El padre de Antonio López viajó a Huesca para tener noticias de su hijo. A su llegada escuchó el rumor de que había muerto uno de los cabos que permanecían sitiados en Montearagón. El nombre del cabo era Antonio López. Como las noticias no eran del todo seguras, decidió volver a su pueblo y esperar una confirmación oficial antes de informar a la familia. Había muerto Antonio López, pero no era el riclano, sino otro cabo con el mismo nombre. 
La única comunicación de los sitiados con el exterior era a través de heliógrafo, un sistema de señales de luces, con el que conectaban con la Catedral de Huesca. De esta manera trasladaban al Alto Mando las últimas novedades. 

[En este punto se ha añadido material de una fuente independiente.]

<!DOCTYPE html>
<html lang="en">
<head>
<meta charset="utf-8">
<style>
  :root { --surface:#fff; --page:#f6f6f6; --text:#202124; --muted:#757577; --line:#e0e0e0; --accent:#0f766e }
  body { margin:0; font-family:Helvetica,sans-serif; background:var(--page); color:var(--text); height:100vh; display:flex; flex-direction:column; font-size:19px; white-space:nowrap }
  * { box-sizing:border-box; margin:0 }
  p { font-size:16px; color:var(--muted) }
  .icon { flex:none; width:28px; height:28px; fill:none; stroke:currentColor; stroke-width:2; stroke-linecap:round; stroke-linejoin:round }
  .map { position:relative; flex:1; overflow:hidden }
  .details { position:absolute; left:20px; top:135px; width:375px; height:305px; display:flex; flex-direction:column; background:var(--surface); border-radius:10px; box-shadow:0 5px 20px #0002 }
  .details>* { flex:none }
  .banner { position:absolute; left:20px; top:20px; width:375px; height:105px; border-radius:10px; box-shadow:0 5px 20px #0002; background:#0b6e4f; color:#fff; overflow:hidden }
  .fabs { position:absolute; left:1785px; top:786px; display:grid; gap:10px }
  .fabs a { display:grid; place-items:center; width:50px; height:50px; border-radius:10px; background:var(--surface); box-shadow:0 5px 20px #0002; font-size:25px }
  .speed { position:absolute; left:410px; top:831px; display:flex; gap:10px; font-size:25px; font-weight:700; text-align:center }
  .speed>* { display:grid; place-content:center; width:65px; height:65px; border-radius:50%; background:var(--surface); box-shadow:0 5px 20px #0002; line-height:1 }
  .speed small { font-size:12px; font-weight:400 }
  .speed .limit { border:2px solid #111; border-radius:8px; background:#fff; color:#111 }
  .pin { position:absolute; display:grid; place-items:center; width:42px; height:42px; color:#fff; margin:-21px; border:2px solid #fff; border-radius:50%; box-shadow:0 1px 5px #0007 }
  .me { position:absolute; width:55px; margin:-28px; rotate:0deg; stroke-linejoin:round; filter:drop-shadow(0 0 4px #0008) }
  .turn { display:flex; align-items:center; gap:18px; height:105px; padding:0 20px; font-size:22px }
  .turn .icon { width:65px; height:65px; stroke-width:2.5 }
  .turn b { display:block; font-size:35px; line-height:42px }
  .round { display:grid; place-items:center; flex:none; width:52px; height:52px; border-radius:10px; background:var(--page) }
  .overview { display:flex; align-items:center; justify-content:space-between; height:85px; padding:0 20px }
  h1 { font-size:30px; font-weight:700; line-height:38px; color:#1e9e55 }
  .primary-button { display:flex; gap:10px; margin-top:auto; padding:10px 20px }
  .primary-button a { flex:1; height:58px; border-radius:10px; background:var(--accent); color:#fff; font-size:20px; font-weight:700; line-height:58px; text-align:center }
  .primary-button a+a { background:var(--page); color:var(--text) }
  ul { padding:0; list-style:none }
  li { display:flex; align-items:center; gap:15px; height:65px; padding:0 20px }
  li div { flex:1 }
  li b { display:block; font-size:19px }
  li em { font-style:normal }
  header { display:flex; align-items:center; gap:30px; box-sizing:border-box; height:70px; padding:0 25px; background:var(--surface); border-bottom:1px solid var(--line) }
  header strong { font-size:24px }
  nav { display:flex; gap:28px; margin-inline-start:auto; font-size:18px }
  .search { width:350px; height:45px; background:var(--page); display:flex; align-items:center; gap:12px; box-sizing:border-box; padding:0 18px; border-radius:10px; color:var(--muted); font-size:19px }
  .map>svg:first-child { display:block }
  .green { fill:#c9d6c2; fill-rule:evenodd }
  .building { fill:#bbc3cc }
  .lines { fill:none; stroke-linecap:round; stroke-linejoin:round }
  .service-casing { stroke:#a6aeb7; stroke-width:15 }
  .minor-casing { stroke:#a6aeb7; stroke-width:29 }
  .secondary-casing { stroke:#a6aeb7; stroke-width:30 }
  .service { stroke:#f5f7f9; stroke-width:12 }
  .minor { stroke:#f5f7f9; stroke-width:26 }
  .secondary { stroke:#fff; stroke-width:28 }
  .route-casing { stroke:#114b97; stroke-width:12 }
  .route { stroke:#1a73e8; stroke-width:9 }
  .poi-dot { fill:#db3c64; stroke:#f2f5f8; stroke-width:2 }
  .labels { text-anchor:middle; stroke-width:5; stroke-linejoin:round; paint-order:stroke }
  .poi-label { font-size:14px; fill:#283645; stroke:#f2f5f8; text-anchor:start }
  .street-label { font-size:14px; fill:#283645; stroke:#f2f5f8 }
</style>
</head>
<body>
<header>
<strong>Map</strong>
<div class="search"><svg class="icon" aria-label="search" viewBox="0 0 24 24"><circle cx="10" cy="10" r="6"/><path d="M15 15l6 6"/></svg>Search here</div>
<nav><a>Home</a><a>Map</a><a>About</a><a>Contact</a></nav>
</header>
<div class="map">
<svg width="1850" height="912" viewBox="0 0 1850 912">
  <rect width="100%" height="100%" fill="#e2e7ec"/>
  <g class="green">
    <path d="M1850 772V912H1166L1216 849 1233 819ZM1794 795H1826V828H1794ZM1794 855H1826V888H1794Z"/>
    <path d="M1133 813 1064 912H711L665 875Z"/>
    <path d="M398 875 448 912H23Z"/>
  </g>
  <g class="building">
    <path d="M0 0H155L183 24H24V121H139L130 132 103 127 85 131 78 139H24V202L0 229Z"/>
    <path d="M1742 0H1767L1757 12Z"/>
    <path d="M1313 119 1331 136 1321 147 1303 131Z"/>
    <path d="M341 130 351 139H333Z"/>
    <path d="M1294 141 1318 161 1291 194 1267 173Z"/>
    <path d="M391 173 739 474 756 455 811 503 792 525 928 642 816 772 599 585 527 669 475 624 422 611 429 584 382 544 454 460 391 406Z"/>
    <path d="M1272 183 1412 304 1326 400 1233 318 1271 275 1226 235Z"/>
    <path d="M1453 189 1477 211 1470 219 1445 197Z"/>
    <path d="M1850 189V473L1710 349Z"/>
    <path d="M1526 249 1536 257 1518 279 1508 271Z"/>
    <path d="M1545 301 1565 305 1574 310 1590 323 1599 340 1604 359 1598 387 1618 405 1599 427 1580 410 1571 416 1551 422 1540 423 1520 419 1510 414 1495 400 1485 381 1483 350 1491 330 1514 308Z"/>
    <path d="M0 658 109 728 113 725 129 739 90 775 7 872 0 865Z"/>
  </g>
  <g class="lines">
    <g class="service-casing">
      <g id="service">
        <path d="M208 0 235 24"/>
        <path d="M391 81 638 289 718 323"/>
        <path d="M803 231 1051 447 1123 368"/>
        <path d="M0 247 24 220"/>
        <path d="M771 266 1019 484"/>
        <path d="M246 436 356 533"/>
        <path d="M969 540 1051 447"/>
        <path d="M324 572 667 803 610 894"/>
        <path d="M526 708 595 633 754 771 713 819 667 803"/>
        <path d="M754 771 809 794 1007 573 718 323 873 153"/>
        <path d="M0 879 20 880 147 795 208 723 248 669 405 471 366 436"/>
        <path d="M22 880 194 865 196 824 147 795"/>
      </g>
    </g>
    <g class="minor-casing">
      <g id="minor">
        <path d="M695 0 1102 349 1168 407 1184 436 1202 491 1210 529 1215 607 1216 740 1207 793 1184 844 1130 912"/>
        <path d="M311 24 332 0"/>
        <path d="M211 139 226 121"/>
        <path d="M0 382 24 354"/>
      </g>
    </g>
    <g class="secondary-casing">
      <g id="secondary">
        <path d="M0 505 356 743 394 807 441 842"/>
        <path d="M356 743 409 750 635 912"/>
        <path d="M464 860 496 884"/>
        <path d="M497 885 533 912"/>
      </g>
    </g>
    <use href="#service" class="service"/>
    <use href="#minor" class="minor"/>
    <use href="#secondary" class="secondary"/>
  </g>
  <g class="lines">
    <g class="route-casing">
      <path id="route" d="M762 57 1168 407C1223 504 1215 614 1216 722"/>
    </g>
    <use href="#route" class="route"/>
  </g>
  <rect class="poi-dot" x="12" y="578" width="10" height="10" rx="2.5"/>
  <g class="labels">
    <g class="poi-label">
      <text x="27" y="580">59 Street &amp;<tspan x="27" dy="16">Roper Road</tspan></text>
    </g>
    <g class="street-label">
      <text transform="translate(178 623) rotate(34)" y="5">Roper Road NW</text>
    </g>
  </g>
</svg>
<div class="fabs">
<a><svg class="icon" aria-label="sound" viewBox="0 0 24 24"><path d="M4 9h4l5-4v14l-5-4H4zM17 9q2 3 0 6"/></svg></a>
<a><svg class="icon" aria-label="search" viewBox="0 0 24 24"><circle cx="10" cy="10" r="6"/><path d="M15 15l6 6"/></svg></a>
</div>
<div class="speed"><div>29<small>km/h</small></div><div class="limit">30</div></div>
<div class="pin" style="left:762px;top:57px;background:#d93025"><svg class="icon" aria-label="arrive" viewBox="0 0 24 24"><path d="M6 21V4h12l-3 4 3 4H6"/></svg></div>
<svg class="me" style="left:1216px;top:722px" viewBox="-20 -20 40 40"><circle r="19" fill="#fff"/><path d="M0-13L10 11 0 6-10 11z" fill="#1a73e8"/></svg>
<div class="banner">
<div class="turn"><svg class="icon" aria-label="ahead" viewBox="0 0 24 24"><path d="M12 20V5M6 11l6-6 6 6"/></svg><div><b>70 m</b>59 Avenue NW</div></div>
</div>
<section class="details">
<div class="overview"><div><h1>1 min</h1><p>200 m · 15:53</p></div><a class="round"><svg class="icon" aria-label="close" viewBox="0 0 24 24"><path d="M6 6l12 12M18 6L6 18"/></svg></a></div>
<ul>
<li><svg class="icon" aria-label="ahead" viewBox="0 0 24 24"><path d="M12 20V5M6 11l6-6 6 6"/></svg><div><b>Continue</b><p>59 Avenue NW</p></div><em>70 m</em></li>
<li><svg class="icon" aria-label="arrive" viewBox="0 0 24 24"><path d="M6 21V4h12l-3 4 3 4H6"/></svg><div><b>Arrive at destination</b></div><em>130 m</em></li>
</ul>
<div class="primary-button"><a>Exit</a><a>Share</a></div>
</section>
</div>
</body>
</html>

“Con la salida del primer rayo de sol los supervivientes deberán estar preparados cerca del río y cuando escuchen una salva deberán salir corriendo hacia Huesca”. Esta fue la comunicación que los militares recibieron el día 30 de septiembre. El aislamiento terminaba pero la salida no iba a ser nada fácil. 
Uno de los compañeros de Antonio era natural de Alfamén y entre los dos vecinos había una especial amistad. Este soldado fue alcanzado por una bomba de mano (“de fabricación francesa”, puntualiza Antonio) que explotó entre sus piernas. “Cuando comenzamos la retirada me pidió que lo salvara y cargué con los dos fusiles y con él a la espalda. Así cruzamos el río y llegamos hasta Huesca donde nos esperaban camillas y ambulancias”. Antonio López todavía recuerda el esfuerzo y el agotamiento de este último día de asedio. Muchos de los que salieron de Montearagón no llegaron a Huesca ya que fueron alcanzados por los milicianos y fueron cogidos prisioneros. 

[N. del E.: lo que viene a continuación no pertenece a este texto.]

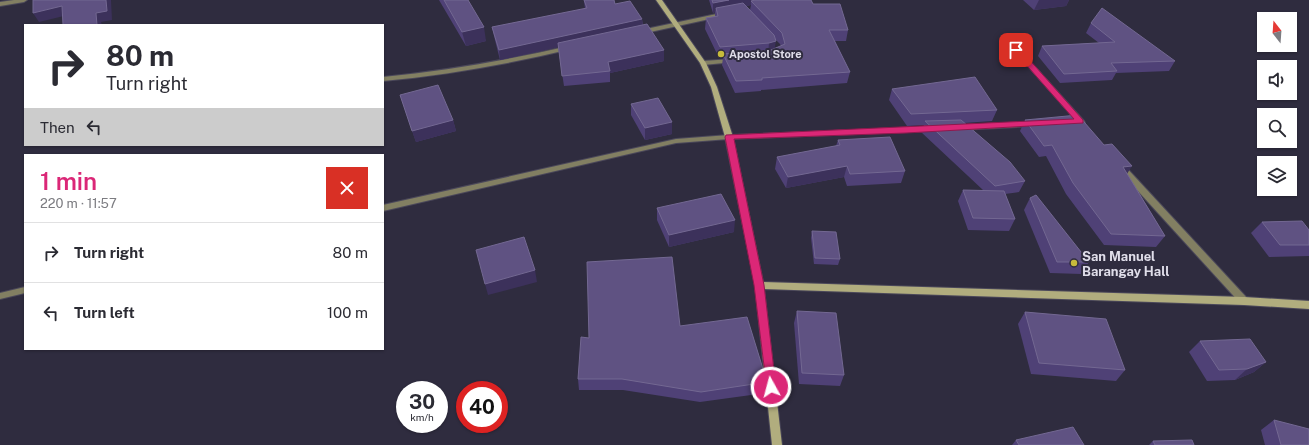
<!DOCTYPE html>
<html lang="en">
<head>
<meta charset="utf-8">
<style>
	:root { --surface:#fff; --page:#f2f2f3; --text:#2b2b33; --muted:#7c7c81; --line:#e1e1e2; --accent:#db2777 }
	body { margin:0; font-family:"Public Sans",sans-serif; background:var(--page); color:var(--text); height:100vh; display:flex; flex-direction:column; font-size:15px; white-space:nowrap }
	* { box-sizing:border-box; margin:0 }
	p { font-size:13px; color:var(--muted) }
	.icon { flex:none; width:22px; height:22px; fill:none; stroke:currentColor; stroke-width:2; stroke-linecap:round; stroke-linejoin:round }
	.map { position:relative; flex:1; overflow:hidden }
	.side { position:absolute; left:24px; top:154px; width:360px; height:196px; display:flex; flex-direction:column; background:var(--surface); border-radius:0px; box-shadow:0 1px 3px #0004 }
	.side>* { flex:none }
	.hud { position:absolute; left:24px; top:24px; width:360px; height:122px; border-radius:0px; box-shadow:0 1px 3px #0004; background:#fff; color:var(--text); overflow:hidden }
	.needle { width:26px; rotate:343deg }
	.fabs { position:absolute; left:1257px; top:12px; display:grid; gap:8px }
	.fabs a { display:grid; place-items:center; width:40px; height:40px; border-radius:0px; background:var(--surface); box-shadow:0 1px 3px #0004; font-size:20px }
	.speed { position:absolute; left:396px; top:381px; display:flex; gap:8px; font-size:20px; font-weight:700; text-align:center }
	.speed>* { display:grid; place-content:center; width:52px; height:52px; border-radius:50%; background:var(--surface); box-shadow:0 1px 3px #0004; line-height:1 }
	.speed small { font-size:10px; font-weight:400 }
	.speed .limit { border:6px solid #d22; background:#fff; color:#111 }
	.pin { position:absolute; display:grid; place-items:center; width:34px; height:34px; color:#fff; margin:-17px; border-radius:8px; box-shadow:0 2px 6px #0006 }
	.me { position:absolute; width:44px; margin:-22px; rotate:353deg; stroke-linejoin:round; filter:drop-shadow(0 0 3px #0008) }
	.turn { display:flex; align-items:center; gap:14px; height:84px; padding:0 16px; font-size:18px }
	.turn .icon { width:52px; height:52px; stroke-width:2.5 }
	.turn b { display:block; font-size:28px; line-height:34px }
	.then { display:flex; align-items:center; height:38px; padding:0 16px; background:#0003; gap:8px; font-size:15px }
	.round { display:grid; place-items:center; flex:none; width:42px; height:42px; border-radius:0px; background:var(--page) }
	.headline { display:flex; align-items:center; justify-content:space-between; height:68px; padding:0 16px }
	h1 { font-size:24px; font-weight:600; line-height:30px; color:var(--accent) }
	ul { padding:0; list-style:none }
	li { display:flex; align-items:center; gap:12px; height:60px; padding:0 16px; border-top:1px solid var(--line) }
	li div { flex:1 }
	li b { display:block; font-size:15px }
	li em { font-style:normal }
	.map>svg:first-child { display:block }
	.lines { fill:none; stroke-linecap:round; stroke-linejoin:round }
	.street-casing { stroke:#4b485a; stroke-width:2 }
	.secondary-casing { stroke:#4b485a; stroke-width:2 }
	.street { fill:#827f62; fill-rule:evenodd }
	.secondary { fill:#b1ad7e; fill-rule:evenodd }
	.wall { fill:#4f4176; fill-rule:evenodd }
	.shaded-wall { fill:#3c315b }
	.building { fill:#5f5282; stroke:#736892 }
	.route { fill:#db2777; stroke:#8e194d }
	.poi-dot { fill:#c7bb3b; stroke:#2f2c3f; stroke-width:1.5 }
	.labels { text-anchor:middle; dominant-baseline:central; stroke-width:4; stroke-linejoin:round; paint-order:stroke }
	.far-poi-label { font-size:11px; font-weight:bold; fill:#e0deea; stroke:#2f2c3f; text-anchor:start }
	.poi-label { font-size:13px; font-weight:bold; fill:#e0deea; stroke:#2f2c3f; text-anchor:start }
</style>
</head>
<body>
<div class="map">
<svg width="1309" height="445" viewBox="0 0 1309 445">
	<rect width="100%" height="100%" fill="#2f2c3f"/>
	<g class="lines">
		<g class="street-casing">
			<g id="street">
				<polygon points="14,0 27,0 24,2 0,6 0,2"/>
				<polygon points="726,12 729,14 728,15 641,34 638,32 641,30"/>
				<polygon points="1006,36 1008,37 1084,121 1085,123 1084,125 1080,125 1004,39 1004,37"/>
				<path d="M569,46L572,48L571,49C509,64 446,75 383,81V77C446,71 507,60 569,46Z"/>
				<polygon points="732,59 734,60 734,62 703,65 700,63 703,61"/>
				<polygon points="1033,122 1036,124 1035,126 959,130 955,128 959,126"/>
				<polygon points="933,127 935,127 937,129 935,131 729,139 676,143 383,211 383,205 676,139 729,135"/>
				<polygon points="1120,163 1123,164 1247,298 1248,301 1247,304 1244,305 1241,304 1117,168 1116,166 1117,164"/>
				<polygon points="25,287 25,293 0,299 0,293"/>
			</g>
		</g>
		<g class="secondary-casing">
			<polygon id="secondary" points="656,0 662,0 706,63 717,87 733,137 763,282 1244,297 1309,301 1309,309 1244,305 764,289 782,445 772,445 755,285 725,137 711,87 700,63"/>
		</g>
		<use href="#street" class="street"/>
		<use href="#secondary" class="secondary"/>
	</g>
	<g class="wall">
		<polygon points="439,0 468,0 486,41 466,46"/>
		<polygon points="584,0 614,0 615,4 642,19 643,25 664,61 610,73 610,82 564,86 558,47 500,60 494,36 492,27 585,9"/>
		<path d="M709,0H811L813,4L848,30L846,41H835L850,72L847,83L761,90V91L735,93L722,65L723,58H719L705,29L706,18L715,17V12L713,13ZM751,5L750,10L746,6ZM775,39L780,44L781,46L775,48Z"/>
		<polygon points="1023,0 1069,0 1066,6 1034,10"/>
		<polygon points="1091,23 1175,61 1169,71 1116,73 1112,80 1060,83 1038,56 1042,46 1099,43 1086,33"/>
		<polygon points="892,89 997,110 992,121 964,123 1025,181 1019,192 1005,194 1015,219 1009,231 968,230 958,201 963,190 983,190 921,132 924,125 907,126 889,100"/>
		<polygon points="400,95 453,120 456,131 416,142"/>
		<polygon points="631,104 672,134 645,140 631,115"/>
		<polygon points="1025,120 1127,174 1165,236 1156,247 1104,245 1066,194 1046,156 1039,157 1020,131"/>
		<polygon points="838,140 905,171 901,183 847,186 844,177 786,188 775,169 777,157 836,146"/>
		<polygon points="1030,198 1089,262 1081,274 1050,273 1024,210"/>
		<polygon points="657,208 734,232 669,247 657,220"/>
		<polygon points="1262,222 1309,230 1309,256 1269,257 1251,233"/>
		<polygon points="812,231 840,259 838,265 814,264 811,238"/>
		<polygon points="797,311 844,375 840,386 799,384 794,323"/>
		<polygon points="1025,312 1125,370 1116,381 1031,374 1018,324"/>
		<polygon points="680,326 767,382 765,393 700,402 623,390 579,390 578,379 589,338"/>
		<polygon points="1200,341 1266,362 1254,372 1235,380 1207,381 1189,352"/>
		<polygon points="1274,420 1309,445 1265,445 1261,430"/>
		<polygon points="1016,440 1084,445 1012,445"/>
		<polygon points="1153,441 1194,445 1149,445"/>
	</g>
	<g class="shaded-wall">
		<polygon points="106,0 111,0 112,20 101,22 102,25 97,25 96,13"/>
		<polygon points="729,0 770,0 751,1 751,5 717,12 716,8 715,12 713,13 713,3"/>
		<polygon points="1039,0 1069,0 1066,6 1034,10"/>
		<polygon points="62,6 68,15 39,22 33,13"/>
		<polygon points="642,19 643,28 500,60 499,50"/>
		<polygon points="484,27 486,41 466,46 462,32"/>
		<polygon points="776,41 774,52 768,55 769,43"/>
		<polygon points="664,50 664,61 610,73 608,62"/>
		<polygon points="453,120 456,131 416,142 412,131"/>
		<polygon points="672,122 672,134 645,140 645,128"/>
		<polygon points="847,166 844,177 786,188 788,177"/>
		<polygon points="1132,166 1125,177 1123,167"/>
		<polygon points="735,220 734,232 669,247 669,235"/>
		<polygon points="535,270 537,282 488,295 485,284"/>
		<polygon points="1266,362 1254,372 1235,380 1247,369"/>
	</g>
	<g class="building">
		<polygon points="33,0 106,0 107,11 96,13 97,25 63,25 62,6 33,13"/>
		<polygon points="444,0 468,0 484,27 462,32"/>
		<polygon points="584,0 614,0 615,4 630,1 642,19 499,50 492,27 587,8"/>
		<polygon points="712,0 729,0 713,3"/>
		<polygon points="755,0 811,0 813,4 840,4 848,30 829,30 850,72 762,78 762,80 736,81 723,54 771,50 785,44 782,33 751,1"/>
		<polygon points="743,3 774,35 776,41 769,43 720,47 706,18 718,16 716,8"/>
		<polygon points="1102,8 1175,61 1111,63 1117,71 1064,74 1042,46 1115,42 1091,23"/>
		<polygon points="647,24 664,50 608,62 610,71 562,76 558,43"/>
		<polygon points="975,77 997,110 911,114 892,89"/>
		<polygon points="438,85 453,120 412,131 400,95"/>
		<polygon points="658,98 672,122 645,128 631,104"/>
		<polygon points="1078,115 1104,145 1112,144 1132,166 1123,167 1165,236 1111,234 1073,183 1052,145 1044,146 1025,120"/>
		<polygon points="961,120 1010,162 1025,181 995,186 925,121"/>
		<polygon points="890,137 905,171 850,174 847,166 788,177 777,157 840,145 838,140"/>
		<polygon points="963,190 1004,191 1015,219 973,218"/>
		<polygon points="721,194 735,220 669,235 657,208"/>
		<polygon points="1036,195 1089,262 1057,262 1030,198"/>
		<polygon points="1302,221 1309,230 1309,245 1280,245 1262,222"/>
		<polygon points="812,231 836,232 840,259 815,258"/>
		<polygon points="524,237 535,270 485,284 476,250"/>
		<polygon points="672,257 680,326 747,317 767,382 701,392 622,379 578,379 581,337 589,338 587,262"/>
		<polygon points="797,311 836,313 844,375 802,373"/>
		<polygon points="1025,312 1106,319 1125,370 1039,363"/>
		<polygon points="1250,339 1266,362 1247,369 1219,370 1200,341"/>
		<polygon points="1274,420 1309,429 1309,445 1281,445"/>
		<polygon points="1073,427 1084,445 1019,445 1016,440"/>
		<polygon points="1192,440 1194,445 1155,445 1153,441"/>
	</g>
	<polygon class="route" points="1014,48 1019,48 1083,120 1083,123 906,133 734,139 764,285 776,387 775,390 771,392 767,390 754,285 725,137 726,135 1074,119 1014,51"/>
	<g class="poi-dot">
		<circle cx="721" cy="54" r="4"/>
		<circle cx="1074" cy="263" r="4"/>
	</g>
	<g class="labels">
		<g class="far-poi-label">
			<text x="729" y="54">Apostol Store</text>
		</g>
		<g class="poi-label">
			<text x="1082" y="256">San Manuel<tspan x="1082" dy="15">Barangay Hall</tspan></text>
		</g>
	</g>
</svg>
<div class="fabs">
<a><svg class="needle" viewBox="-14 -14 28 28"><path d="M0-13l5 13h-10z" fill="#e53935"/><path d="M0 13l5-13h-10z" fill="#7c7c81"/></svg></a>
<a><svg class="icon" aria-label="sound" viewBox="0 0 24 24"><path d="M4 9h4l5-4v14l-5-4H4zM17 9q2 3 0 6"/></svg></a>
<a><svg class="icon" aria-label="search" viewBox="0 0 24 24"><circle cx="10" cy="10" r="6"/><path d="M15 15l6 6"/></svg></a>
<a><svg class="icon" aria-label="layers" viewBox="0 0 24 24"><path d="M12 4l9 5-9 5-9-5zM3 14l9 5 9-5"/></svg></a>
</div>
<div class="speed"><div>30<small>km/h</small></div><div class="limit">40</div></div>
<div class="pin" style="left:1016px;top:50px;background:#d93025"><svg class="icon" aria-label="arrive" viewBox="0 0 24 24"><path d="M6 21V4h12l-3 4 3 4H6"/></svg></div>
<svg class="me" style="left:771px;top:387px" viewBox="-20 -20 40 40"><circle r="17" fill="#db2777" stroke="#fff" stroke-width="3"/><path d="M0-11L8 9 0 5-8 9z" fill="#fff"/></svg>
<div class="hud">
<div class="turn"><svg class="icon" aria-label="right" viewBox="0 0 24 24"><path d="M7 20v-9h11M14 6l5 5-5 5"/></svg><div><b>80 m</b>Turn right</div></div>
<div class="then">Then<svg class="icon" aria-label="left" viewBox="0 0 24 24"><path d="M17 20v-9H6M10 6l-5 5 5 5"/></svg></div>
</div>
<section class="side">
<div class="headline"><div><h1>1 min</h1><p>220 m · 11:57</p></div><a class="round" style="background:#d93025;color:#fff"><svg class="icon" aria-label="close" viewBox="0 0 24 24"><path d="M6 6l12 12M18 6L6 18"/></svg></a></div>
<ul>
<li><svg class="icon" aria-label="right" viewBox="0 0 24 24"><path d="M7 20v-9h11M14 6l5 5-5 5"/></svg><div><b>Turn right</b></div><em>80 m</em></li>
<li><svg class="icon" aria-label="left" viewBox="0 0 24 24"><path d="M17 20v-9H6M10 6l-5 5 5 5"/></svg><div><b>Turn left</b></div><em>100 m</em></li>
</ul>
</section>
</div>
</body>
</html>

Una vez en la ciudad los trasladaron al Regimiento de Infantería nº20 de Huesca, un edificio amplio que albergaba personal militar y civil. Allí recibieron ropa, comida caliente y aseo. Los heridos fueron trasladados a hospitales y todos recibieron una ristra de chorizo fabricado en Logroño. “A las cuatro de la tarde no le quedaba chorizo a ninguno”. 
Los padres de Antonio lo visitaron en Huesca siendo conscientes del riesgo que podían tener al entrar en una ciudad que estaba siendo continuamente bombardeada. Pero no quisieron perderse la llegada de su hijo y el posterior reconocimiento que las autoridades militares iban a hacerle.  
El Capitán General de Aragón, don Virgilio Cabanillas, se trasladó a Huesca a felicitar a los supervivientes. Antonio López recibió dos galeones y fue ascendido a sargento con un sueldo de 333 pesetas al mes. Toda una fortuna con la que más adelante se licenciaría alejándose de la vida militar y eligiendo Ricla como el mejor lugar donde vivir, formar una familia, seguir contando años y recordando historias como esta.